Con l’entrata in vigore dei dazi reciproci, Trump ha alzato la pressione sull’India, portando al 50% i dazi sul petrolio russo importato. La stessa misura è stata imposta al Brasile, richiamando il processo all’ex presidente Bolsonaro. La tregua commerciale tra USA e Cina è stata estesa fino a novembre, attenuando temporaneamente le tensioni tra le due maggiori economie mondiali. La crescita cinese ha comunque mostrato una generale tendenza al ribasso, tra crisi del mercato immobiliare e domanda di prestiti più debole. In futuro, appare dunque più probabile un nuovo stimolo da Pechino.
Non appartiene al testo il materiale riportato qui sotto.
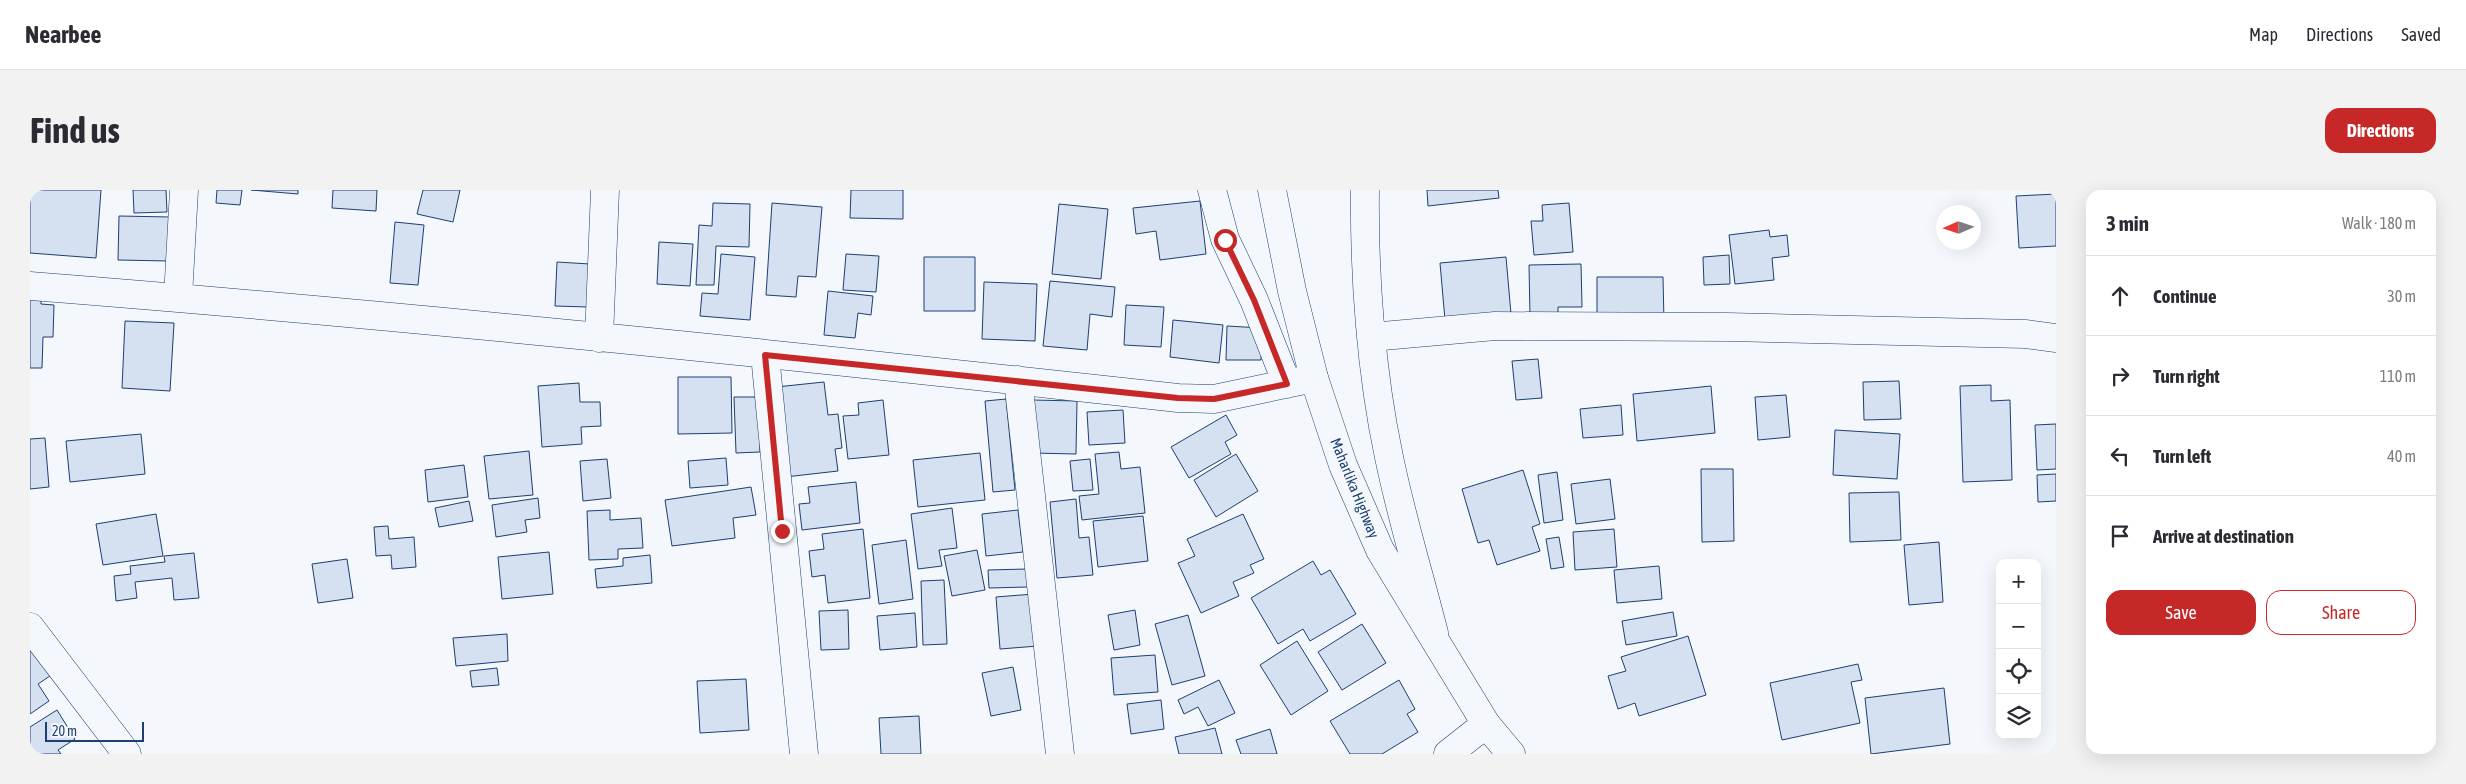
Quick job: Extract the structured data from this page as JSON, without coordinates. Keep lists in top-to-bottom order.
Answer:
{
  "streets": {
    "main road": ["Maharlika Highway"]
  },
  "scale_bar": "20 m",
  "north": "left",
  "page": {
    "header": "Nearbee",
    "nav": ["Map", "Directions", "Saved"],
    "buttons": [
      "Directions",
      ["Save", "Share"]
    ],
    "title": "Find us",
    "heading": ["3 min", "Walk · 180 m"],
    "list": [
      ["Continue", "30 m"],
      ["Turn right", "110 m"],
      ["Turn left", "40 m"],
      "Arrive at destination"
    ],
    "map_buttons": ["+", "−"],
    "scale": "20 m"
  }
}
I solidi utili hanno spinto le azioni USA a livelli record nonostante i dazi; i consumatori restano piuttosto resilienti, mentre stimoli dalla spesa europea ai budget NATO e la possibile tregua in Ucraina sostengono il mercato. A inizio agosto, Trump e Putin si sono incontrati in Alaska: il meeting non ha segnato una svolta, ma ha aperto speranze di un rallentamento delle ostilità.
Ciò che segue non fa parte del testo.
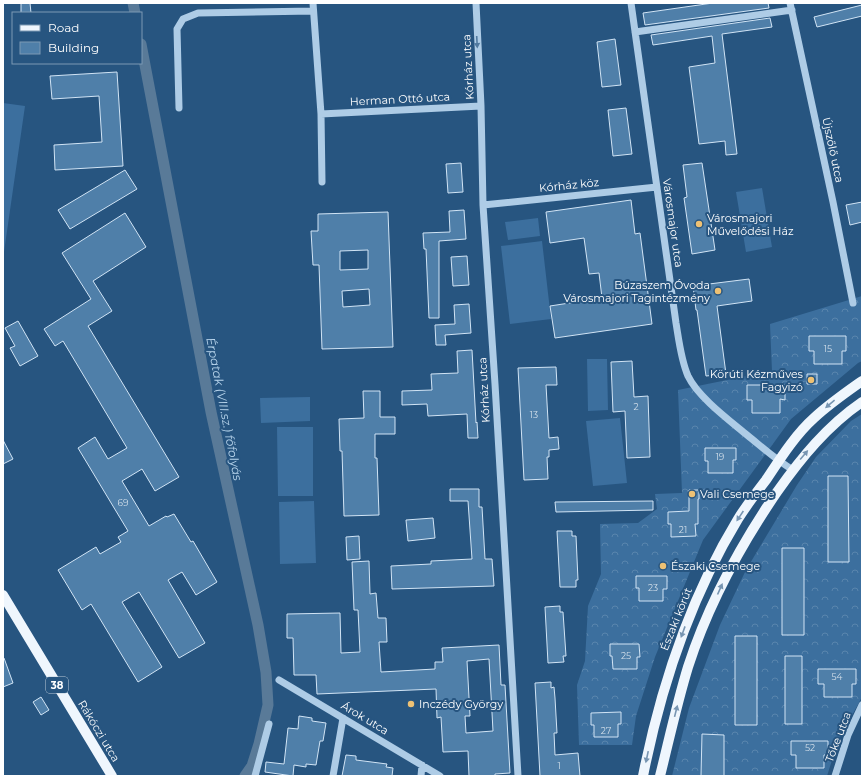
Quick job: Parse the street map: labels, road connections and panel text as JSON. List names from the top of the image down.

Di ritorno dalle vacanze estive, gli investitori sembrano più propensi a mettere subito al lavoro il proprio denaro: ciò porta alcuni investitori a chiedersi se i mercati non siano diventati troppo ottimisti sulle azioni; secondo noi, non necessariamente. Sembra che vi sia ancora molto capitale in attesa, e ciò potrebbe supportare ulteriori guadagni. Riteniamo comunque importante la selettività, sia scegliendo indici ponderati per capitalizzazione sia tramite allocazioni regionali, anziché puntare su indici ampi.
In questo Investors’ Outlook, forniamo un’analisi dettagliata di un tema che è stato motivo di preoccupazione per gli operatori di mercato, ossia l’indipendenza delle banche centrali. Esamineremo inoltre le cause alla base dell’andamento dei prezzi della carne bovina negli USA e illustreremo la nostra view sui mercati azionari.
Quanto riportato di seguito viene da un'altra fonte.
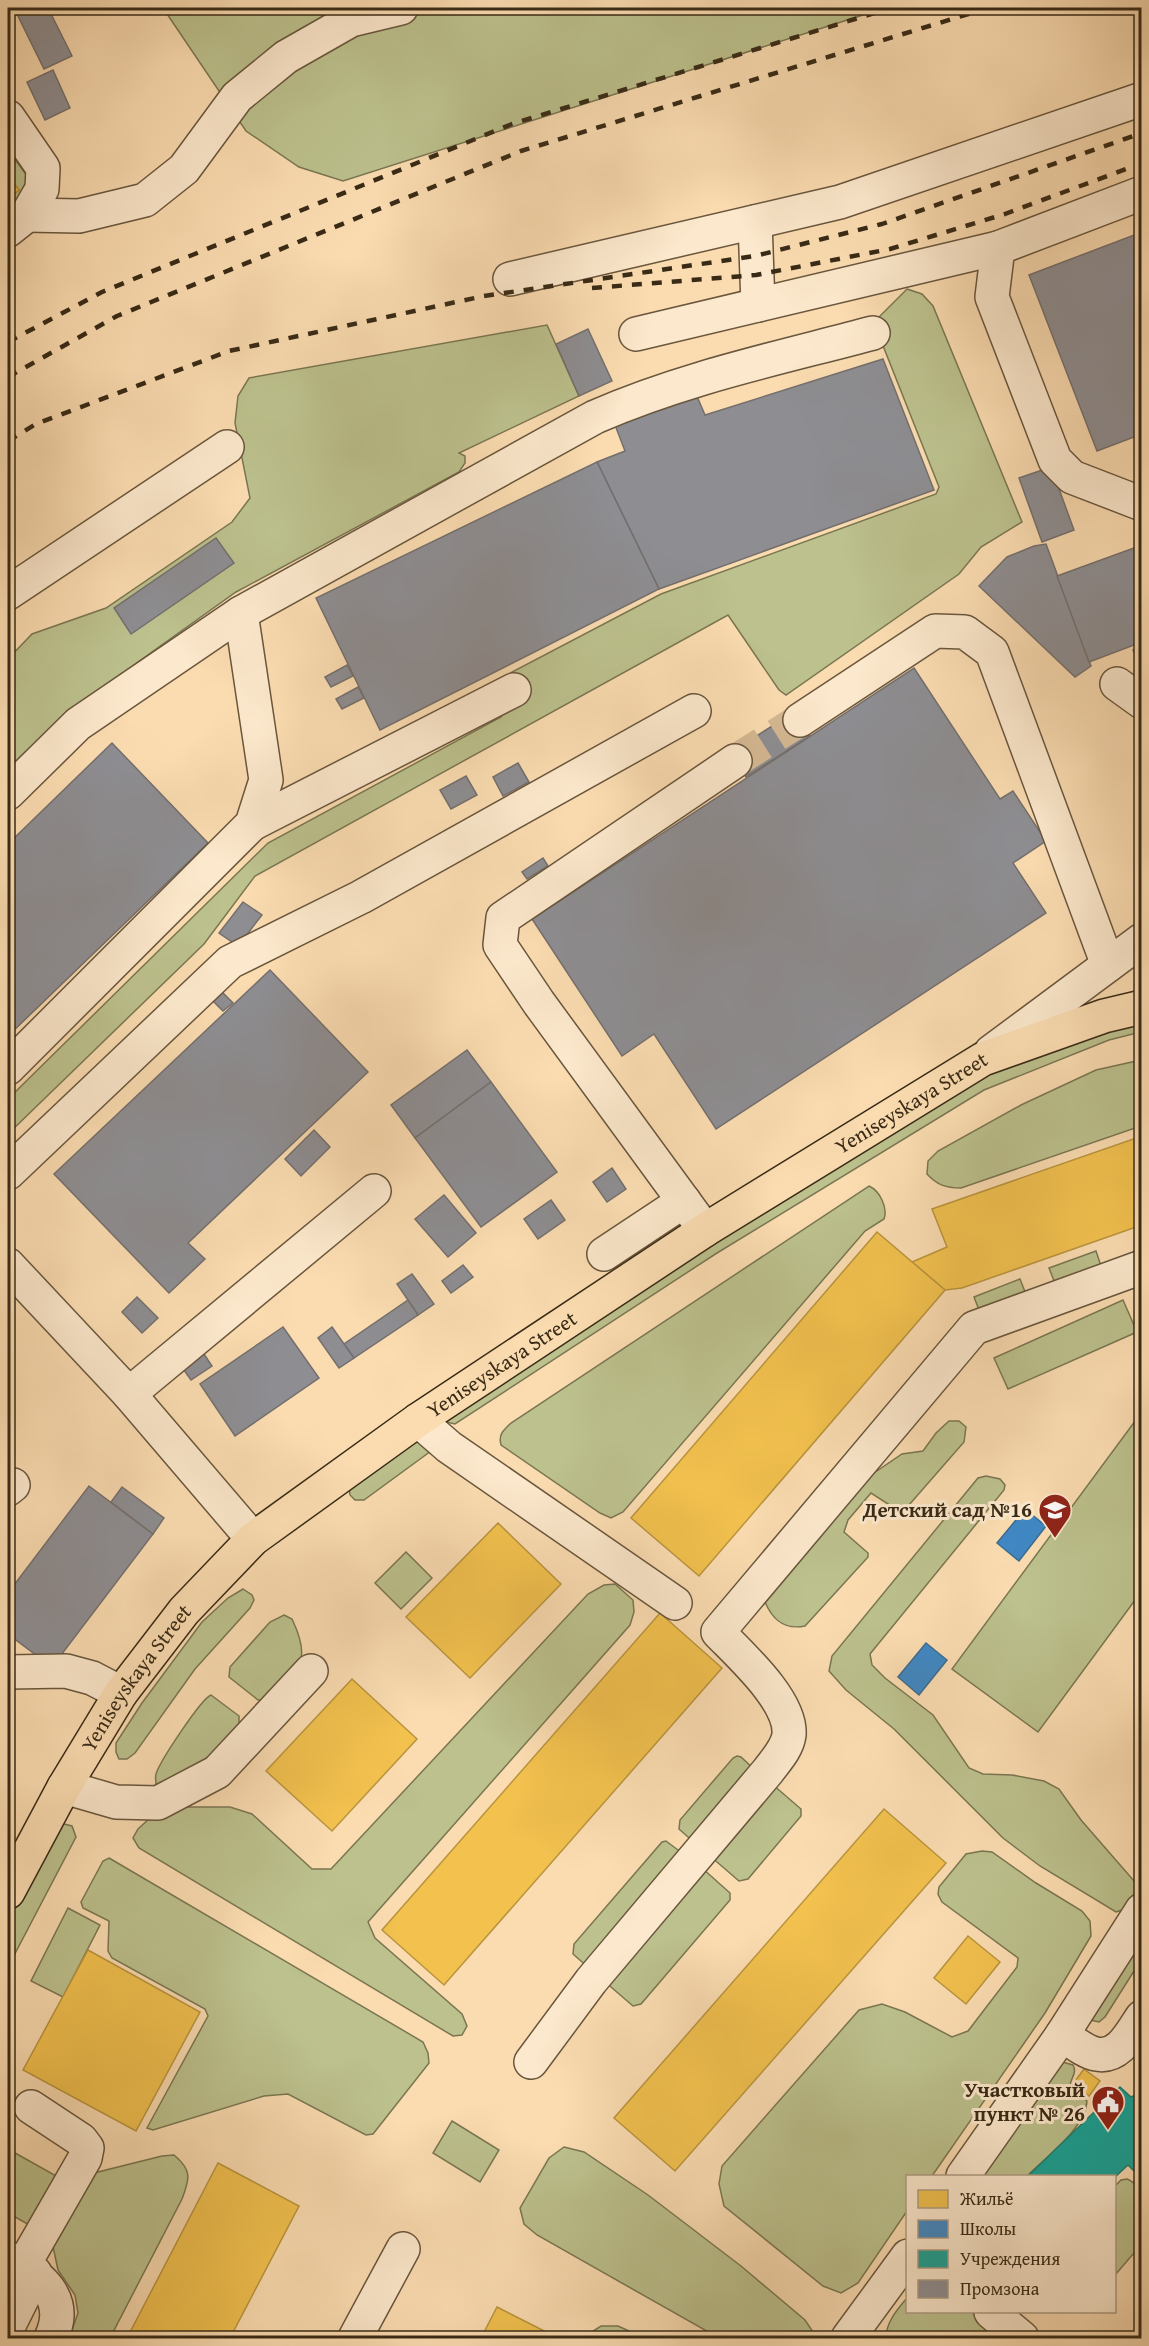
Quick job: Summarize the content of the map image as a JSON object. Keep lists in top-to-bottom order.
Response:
{
  "streets": {
    "main road": ["Yeniseyskaya Street"]
  },
  "places": {
    "school or university": ["Детский сад №16"],
    "public building": ["Участковый пункт № 26"]
  },
  "legend": [
    "Жильё",
    "Школы",
    "Учреждения",
    "Промзона"
  ]
}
Vogliamo aiutare i nostri clienti a prendere le «carote», proteggendo al contempo i portafogli dai «bastoni».
1. Per dot plot si intende un grafico rilasciato dalla Fed che mostra dove ciascun funzionario della Fed prevede che saranno i tassi di interesse in futuro. Ogni punto rappresenta la proiezione di ciascun policymaker.